Sözde insan hakları örgütleri, kadın hakları örgütleri,
çocuk hakları örgütleri ve bilmem ne örgütleri her gün Gazze’de, Batı Şeria’da
onlarca savunmasız kadın, çocuk, bebek vahşice katledildiği halde neden
seslerini çıkarmıyorlar? Neden? Çünkü onlar Müslüman, Allah’ın taraftarları,
hakkın taraftarları…
Ey Müslümanlar! Ey İslam ümmeti! Ey Allah’ı ve O’nun
cennetini arzulayan Müslüman kadın ve erkekler! Bari bu Ramazan ayında, bu
mübarek ayda kalpleriniz, gözleriniz Allah’tan ve sizden başka kimsesi olmayan
kardeşleriniz için kan ağlasın! Bari bu ayda bu mazlum, mahzun, çaresiz
kardeşleriniz için çalışıp didinin! Onları unutmayın! Dualarınızla,
yardımlarınızla, boykotlarınızla, dillerinizle, eylemlerinizle bu mukaddes
savaşa katkıda bulunun!
Bu bir iman ile küfür savaşıdır! Rabbinizin huzurunda mahcup
olmak istemiyorsanız bu kardeşlerinizin imdat çığlıklarına lebbeyk deyin…

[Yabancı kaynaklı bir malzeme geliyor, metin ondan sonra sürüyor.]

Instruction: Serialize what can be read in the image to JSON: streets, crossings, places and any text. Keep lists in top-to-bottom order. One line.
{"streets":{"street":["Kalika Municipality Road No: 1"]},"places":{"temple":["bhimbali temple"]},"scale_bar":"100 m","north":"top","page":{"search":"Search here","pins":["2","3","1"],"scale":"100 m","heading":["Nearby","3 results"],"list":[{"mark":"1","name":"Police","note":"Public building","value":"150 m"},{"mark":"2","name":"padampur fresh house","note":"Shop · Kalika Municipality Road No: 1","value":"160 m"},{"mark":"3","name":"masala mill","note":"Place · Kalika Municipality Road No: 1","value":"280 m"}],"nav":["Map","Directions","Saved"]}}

Onların dostlarını dost, düşmanlarını düşman edinin!
Düşünün, eğer Gazze’deki, Filistin’deki kadınlar Müslümanca
yaşamayı ret etselerdi, tesettüre karşı çıksalardı Avrupa, savaş gemilerini
onlar için harekete geçirmez miydi? Eğer Gazzeli erkekler eşcinsel olsalardı,
Amerika onlar için savaş gemilerini yollamaz mıydı? Ve eğer Gazzeli çocuklar
cinsiyet değiştirmek isteyen çocuklardan olsalardı Birleşmiş Milletler, sözde
insan hakları örgütleri, Batılı ve onların bağımlısı doğulu liderler onlar için
gözyaşları döküp dünyayı ayağa kaldırmazlar mıydı?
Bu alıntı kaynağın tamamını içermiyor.